PROBLEM DESCRIPTION >> Once you have read the records below, report how many lines contain the word "ディスカウントショップ", and give nothing besides that number.
══ DATA FOR THE TASK
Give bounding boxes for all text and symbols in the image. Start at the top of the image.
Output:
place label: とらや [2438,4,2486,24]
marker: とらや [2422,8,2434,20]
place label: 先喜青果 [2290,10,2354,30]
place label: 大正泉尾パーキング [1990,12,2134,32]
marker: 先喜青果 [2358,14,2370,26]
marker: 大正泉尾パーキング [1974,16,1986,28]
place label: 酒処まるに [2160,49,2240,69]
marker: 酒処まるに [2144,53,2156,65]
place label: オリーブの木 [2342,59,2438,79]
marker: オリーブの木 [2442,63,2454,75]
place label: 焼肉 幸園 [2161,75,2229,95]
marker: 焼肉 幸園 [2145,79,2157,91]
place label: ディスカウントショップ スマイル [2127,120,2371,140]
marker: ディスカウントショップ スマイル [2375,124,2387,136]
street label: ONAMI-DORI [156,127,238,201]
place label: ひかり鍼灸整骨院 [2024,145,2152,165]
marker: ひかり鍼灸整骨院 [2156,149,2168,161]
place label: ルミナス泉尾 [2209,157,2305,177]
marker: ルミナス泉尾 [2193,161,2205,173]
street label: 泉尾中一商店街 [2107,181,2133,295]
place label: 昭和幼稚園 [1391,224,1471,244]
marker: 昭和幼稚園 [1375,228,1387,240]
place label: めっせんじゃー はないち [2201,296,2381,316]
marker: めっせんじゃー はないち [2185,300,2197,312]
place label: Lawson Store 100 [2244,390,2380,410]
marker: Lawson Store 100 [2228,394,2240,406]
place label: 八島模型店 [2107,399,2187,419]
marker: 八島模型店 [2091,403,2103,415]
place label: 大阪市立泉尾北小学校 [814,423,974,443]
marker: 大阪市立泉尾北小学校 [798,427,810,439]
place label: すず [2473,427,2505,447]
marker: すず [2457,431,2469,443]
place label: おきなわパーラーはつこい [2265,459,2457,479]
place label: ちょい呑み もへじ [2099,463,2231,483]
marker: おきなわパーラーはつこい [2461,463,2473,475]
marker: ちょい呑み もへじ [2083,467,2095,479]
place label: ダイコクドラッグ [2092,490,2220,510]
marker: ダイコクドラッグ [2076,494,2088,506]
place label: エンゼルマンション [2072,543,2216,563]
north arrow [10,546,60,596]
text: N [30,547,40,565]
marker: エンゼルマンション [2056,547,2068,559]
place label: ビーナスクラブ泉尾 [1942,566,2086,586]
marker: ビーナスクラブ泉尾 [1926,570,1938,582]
════
REPLY >> 2